On April 19, 2022, a three-judge appellate panel decided the Camden County case of State v. Karl Smith. The principal issue under N.J.S.A. 2C:1-8 was whether it was reversible error for the trial court to refuse to sever child sex abuse charges involving two victims.
Presiding Judge Messano wrote for the panel in relevant part: It is obvious to us that evidence regarding Karen’s allegations would not have been properly admitted at a separate trial of the crimes alleged by Sara because they were not relevant to a material disputed fact under Cofield‘s first prong. Defendant never said he touched Sara in her vaginal area, much less that it was by accident, mistake or inadvertence.
Similarly, the evidence adduced at trial regarding Sara’s allegations would not have been properly admitted at a separate trial of the crimes alleged by Karen. The prosecutor contended there were common threads between the two sets of allegations, namely that defendant was a “father figure” to Sara and Karen and the molestations occurred in his home during the same timeframe. Yet, there was no “clear and strong” logical connection between Sara’s allegation that defendant repeatedly sexually touched her vaginal area before he went to work at 4 a.m., and Karen’s explicit claims of sexual penetration during the same timeframe and sometimes in the same house.

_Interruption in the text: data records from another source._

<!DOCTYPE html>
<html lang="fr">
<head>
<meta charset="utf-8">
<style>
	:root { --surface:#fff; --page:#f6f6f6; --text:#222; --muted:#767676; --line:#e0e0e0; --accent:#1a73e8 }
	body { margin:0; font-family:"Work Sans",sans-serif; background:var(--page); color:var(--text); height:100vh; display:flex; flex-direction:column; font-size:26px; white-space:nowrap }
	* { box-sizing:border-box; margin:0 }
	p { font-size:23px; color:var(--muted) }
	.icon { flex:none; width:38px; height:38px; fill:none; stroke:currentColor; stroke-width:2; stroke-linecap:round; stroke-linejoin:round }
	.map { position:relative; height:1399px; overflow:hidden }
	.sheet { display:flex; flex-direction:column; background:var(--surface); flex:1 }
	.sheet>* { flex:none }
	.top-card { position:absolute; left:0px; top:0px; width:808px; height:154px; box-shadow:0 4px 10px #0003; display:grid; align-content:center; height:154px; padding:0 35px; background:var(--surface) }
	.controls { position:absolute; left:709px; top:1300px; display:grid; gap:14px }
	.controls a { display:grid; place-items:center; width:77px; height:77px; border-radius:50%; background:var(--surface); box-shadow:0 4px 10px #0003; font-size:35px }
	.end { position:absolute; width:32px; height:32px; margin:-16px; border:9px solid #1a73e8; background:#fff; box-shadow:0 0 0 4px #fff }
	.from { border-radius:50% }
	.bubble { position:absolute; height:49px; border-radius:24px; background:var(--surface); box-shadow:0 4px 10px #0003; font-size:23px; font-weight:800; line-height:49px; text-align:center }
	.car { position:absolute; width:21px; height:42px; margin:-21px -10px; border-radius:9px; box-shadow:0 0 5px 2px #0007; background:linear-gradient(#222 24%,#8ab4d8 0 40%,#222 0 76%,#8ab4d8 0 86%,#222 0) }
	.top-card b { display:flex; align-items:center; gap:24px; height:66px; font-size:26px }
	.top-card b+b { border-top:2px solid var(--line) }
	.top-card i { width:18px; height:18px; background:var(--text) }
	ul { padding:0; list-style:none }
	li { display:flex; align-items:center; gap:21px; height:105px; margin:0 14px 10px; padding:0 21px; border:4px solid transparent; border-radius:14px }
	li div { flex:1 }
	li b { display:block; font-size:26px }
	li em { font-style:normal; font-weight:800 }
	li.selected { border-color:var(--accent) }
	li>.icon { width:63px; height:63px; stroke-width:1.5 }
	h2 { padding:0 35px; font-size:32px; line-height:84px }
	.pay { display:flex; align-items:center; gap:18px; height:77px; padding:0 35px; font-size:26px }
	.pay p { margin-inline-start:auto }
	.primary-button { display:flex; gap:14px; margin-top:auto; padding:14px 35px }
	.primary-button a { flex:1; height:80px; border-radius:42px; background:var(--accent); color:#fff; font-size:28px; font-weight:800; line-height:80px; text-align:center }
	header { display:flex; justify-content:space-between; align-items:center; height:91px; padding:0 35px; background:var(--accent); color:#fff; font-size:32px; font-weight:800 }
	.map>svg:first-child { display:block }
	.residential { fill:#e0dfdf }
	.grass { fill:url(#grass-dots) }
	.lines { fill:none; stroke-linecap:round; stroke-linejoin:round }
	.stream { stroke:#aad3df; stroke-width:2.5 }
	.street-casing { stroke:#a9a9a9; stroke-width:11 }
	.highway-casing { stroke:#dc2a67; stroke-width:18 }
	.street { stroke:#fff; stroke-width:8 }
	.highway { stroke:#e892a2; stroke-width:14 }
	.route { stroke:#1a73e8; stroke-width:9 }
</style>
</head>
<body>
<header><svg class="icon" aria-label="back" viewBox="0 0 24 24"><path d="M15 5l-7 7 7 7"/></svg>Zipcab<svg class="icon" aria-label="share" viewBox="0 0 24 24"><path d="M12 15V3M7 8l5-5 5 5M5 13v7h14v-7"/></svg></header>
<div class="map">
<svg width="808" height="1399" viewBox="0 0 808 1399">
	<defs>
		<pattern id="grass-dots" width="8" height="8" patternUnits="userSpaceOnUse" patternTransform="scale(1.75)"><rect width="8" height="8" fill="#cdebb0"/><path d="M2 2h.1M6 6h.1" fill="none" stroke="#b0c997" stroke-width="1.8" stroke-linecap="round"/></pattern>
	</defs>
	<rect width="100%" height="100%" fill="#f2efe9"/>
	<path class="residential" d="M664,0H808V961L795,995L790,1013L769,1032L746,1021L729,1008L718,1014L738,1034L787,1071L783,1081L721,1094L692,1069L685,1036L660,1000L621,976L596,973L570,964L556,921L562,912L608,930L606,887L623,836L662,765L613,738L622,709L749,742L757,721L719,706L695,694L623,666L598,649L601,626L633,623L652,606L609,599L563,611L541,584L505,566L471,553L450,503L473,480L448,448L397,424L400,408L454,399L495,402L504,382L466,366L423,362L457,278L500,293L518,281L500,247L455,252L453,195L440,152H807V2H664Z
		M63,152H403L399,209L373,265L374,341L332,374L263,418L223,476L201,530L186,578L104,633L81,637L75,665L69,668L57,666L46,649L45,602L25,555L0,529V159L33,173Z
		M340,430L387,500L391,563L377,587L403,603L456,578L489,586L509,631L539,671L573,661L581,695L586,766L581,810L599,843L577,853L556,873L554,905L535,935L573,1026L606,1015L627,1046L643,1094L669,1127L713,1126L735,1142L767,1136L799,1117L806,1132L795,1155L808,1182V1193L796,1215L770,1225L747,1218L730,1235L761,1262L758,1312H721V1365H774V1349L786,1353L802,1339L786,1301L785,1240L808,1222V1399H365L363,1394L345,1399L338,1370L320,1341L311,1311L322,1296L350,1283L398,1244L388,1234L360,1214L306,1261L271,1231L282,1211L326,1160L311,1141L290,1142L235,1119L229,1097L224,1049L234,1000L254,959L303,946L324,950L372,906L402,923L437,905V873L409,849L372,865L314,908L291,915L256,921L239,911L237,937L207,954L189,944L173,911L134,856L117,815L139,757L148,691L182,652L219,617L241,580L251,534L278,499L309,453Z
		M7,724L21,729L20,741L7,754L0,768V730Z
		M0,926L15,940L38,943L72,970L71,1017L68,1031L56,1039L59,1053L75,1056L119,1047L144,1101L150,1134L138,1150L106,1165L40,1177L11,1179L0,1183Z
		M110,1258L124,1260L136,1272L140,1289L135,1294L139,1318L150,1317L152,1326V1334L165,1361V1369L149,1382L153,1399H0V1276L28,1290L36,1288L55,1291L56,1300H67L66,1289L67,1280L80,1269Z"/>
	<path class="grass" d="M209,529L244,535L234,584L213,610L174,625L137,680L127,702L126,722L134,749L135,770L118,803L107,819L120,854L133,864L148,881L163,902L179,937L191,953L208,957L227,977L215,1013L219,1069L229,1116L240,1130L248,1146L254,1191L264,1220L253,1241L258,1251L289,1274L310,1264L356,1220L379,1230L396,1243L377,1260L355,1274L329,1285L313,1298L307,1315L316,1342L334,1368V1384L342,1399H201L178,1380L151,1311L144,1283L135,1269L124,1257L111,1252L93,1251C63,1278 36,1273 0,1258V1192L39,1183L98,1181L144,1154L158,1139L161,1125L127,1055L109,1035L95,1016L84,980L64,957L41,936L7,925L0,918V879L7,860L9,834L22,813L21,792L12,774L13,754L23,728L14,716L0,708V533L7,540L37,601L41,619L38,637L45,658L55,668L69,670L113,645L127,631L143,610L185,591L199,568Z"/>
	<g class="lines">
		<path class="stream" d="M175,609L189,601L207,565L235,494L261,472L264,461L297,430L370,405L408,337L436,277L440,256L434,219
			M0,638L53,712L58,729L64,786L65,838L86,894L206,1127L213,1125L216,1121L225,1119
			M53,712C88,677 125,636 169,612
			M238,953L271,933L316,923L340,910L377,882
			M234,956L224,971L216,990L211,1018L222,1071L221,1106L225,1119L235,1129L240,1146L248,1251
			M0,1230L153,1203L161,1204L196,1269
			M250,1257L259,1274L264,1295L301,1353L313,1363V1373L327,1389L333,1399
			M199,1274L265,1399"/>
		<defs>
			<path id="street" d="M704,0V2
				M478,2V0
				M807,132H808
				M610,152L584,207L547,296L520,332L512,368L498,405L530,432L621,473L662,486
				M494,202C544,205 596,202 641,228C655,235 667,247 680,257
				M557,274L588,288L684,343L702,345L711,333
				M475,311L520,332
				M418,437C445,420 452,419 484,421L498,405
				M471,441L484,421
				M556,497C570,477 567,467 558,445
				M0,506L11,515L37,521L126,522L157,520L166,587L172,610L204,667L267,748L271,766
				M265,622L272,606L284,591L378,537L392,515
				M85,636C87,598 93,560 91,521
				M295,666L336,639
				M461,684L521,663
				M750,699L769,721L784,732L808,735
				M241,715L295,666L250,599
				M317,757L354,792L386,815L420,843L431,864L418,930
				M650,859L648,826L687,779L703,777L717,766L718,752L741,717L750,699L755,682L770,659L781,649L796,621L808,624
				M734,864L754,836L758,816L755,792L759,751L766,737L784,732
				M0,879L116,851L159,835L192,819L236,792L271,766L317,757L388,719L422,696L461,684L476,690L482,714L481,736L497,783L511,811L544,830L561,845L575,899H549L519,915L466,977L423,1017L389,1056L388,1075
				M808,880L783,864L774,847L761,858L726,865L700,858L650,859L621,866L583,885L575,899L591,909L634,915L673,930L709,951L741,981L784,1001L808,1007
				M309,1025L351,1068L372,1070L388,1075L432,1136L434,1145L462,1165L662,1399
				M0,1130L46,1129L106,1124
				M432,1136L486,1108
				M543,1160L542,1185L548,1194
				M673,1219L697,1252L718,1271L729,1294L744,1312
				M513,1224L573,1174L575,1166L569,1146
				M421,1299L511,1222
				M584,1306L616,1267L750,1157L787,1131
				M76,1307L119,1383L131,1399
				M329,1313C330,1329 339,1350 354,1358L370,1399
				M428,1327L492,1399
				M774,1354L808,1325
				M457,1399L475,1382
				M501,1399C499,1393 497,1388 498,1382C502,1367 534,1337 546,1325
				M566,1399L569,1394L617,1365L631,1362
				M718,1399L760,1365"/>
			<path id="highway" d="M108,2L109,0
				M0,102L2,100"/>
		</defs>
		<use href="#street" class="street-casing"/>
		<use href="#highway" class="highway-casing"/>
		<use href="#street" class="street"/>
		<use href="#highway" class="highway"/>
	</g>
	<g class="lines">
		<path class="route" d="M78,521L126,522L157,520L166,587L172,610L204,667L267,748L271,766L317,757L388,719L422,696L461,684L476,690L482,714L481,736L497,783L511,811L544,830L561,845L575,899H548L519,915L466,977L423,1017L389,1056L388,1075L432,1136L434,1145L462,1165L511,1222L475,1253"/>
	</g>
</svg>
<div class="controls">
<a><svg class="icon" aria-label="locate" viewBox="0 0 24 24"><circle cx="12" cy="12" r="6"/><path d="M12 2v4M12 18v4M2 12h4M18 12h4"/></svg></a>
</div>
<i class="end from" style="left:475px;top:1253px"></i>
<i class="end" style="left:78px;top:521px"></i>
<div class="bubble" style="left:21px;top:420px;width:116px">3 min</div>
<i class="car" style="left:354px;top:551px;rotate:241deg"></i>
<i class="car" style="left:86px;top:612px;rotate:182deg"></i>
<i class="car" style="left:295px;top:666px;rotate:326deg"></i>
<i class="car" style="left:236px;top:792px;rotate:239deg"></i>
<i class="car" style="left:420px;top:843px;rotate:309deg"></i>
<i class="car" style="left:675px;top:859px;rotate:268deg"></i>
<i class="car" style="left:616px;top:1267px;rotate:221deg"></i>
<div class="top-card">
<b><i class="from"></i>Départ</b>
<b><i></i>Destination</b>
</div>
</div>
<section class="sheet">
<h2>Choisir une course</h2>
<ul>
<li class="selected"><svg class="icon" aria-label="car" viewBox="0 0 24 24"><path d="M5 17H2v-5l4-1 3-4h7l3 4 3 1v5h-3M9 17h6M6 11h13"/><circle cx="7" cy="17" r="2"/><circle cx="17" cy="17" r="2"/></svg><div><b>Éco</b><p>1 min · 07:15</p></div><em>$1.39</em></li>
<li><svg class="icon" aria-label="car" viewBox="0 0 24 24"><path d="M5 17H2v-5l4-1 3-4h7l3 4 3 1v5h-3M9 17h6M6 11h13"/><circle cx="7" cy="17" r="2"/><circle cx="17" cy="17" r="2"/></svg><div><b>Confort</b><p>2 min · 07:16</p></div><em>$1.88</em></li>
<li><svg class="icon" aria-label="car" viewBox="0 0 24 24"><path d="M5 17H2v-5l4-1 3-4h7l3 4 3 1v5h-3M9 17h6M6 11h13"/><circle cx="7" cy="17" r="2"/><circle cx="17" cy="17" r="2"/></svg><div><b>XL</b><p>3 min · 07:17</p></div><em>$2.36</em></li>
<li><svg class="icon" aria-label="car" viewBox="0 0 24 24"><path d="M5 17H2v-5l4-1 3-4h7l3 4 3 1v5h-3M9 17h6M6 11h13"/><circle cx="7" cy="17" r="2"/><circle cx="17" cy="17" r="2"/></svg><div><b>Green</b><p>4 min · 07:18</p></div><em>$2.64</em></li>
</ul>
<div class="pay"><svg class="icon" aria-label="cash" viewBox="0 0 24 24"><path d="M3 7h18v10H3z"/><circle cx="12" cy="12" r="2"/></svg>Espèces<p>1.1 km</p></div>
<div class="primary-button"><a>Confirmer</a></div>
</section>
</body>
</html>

Admission of other crimes evidence to bolster Karen’s or Sara’s credibility was inappropriate. Simply put, the judge denied defendant’s severance motion without conducting the “kind of carefully-focused analysis required by N.J.R.E. 404(b).” The judge should have granted defendant’s motion for severance and tried the two sets of allegations separately.
Evidence Rule 404(b) is a favorite tool of prosecutors seeking to prejudice the jury against the defendant. It is standard for courts to give jurors an instruction that they are only supposed to consider such evidence for a limited purpose. Examples include, to demonstrate: motive, modus operandi, and absence of mistake. The reality is that even the most well-intentioned juror is at least subconsciously and unduly prejudiced by such evidence.